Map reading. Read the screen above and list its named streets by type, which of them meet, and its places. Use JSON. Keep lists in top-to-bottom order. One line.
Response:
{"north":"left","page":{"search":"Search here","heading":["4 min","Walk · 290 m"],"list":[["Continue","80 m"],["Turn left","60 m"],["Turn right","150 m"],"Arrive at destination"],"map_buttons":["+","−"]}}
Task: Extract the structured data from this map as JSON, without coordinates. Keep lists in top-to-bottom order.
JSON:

---

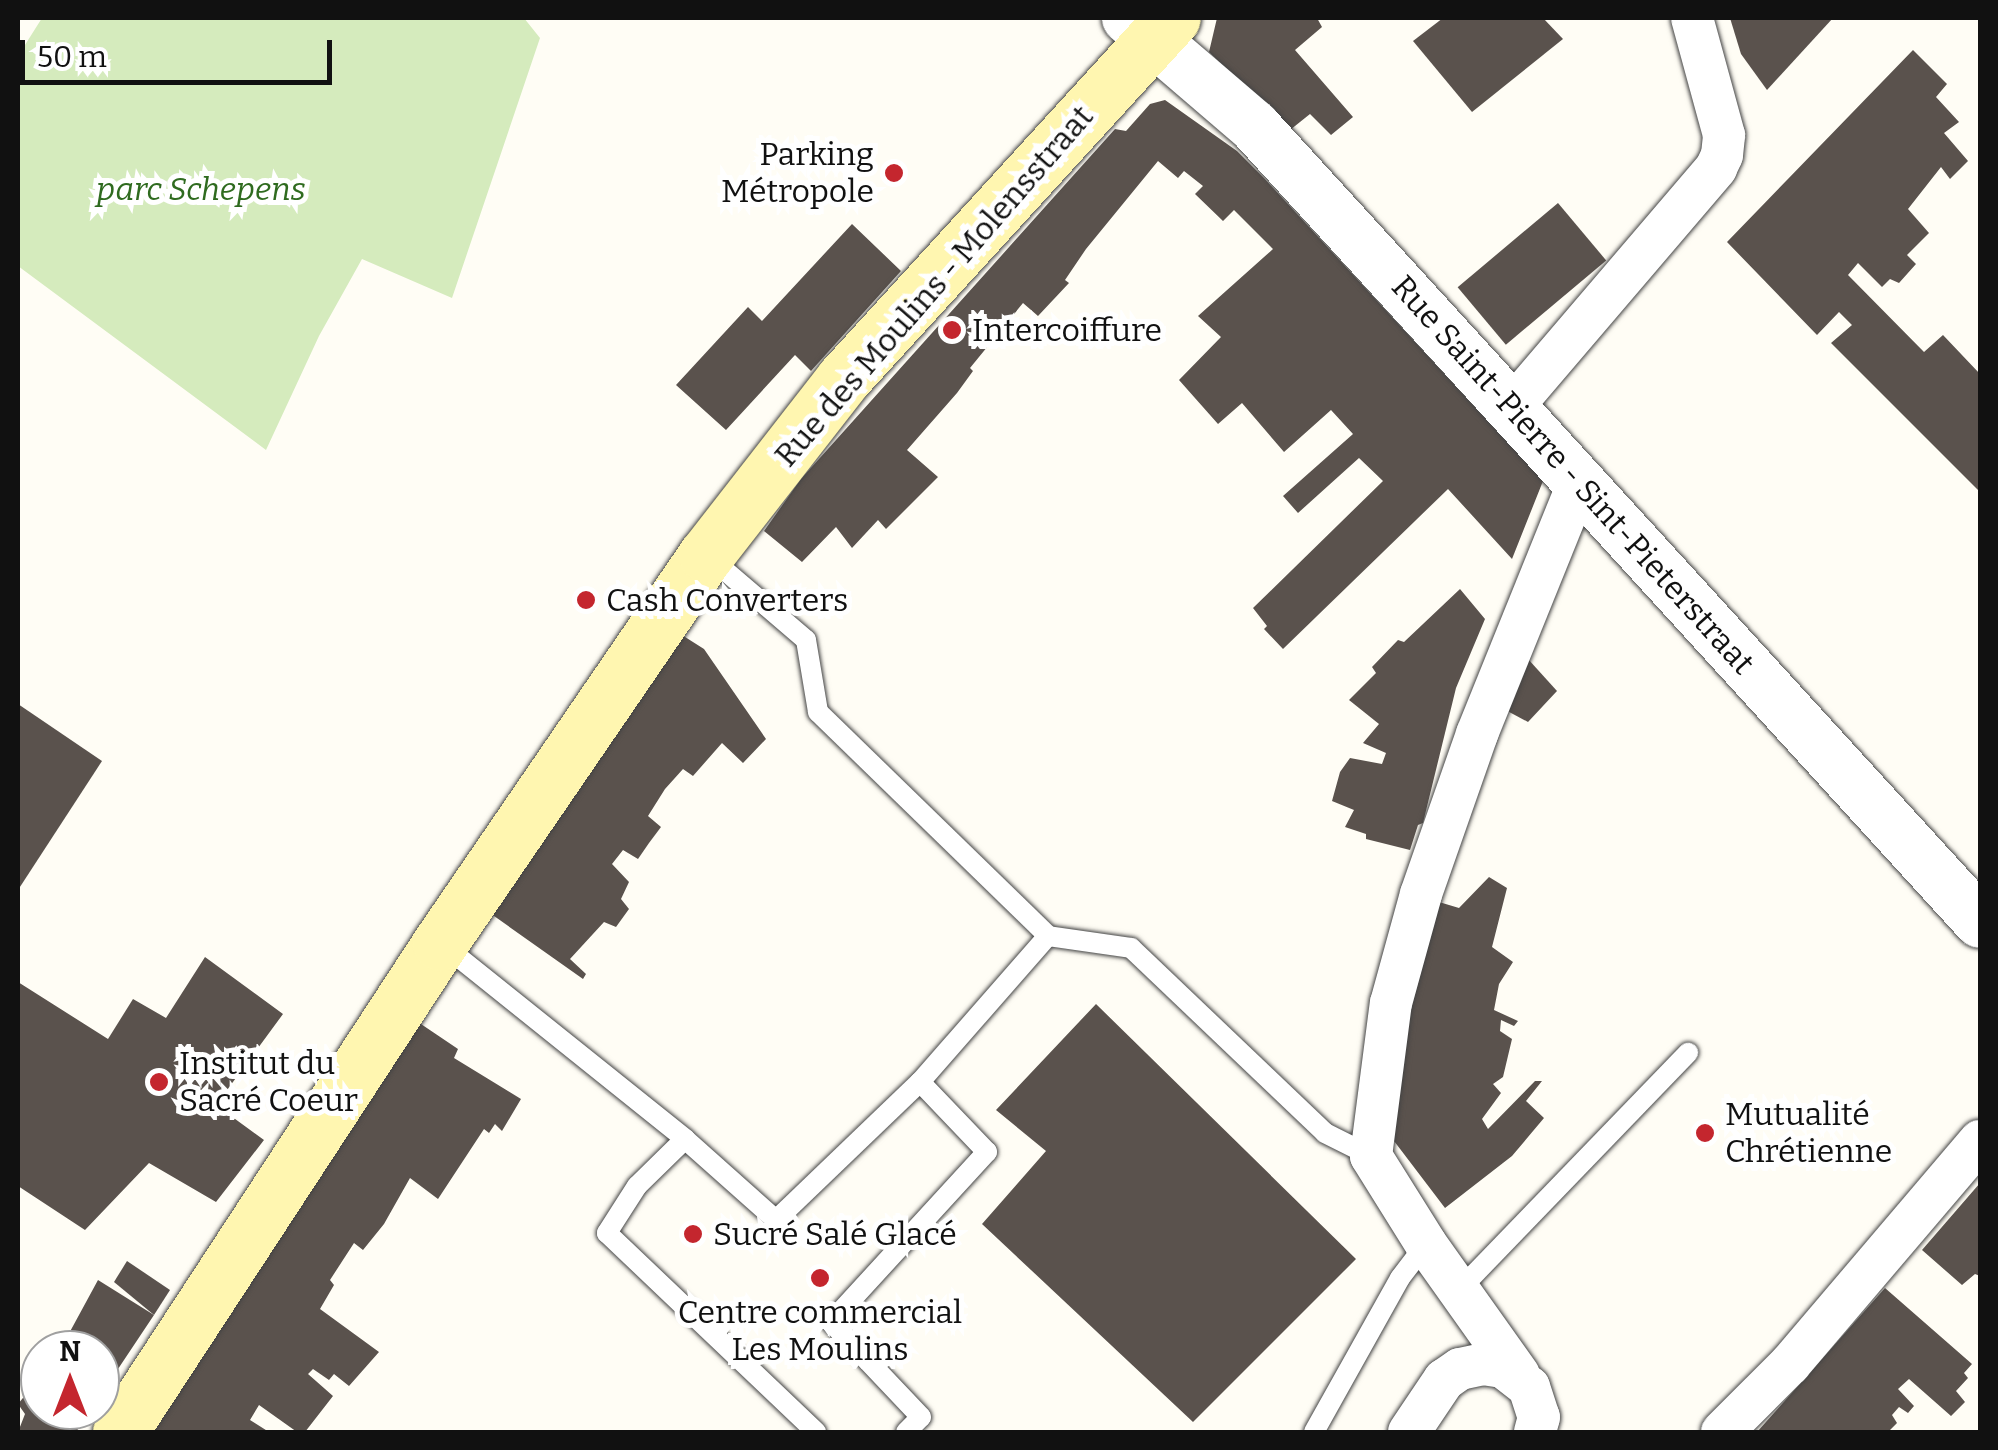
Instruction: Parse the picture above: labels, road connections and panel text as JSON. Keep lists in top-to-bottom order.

--

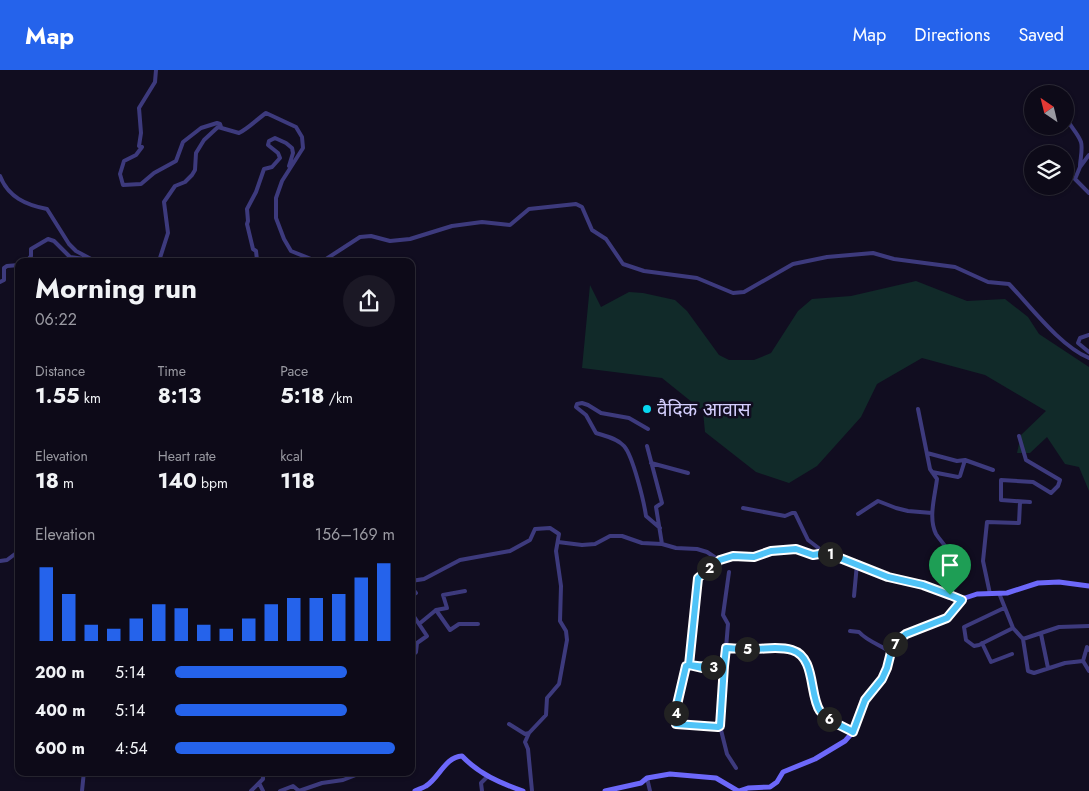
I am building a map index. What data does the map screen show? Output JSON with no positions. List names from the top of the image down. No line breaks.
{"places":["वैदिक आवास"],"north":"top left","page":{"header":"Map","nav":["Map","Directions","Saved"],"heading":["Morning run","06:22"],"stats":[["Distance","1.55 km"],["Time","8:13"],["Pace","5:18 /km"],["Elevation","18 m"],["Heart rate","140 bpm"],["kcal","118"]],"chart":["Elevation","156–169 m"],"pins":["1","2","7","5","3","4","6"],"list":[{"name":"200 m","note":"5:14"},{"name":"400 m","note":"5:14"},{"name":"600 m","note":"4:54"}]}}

_INSTRUCTIONS TO FOLLOW_
Write out every line of the listing that holds the word "above".

_EXERCISE ANSWER_
Map reading. Read the screen above and list its named streets by type, which of them meet, and its places. Use JSON. Keep lists in top-to-bottom order. One line.
Instruction: Parse the picture above: labels, road connections and panel text as JSON. Keep lists in top-to-bottom order.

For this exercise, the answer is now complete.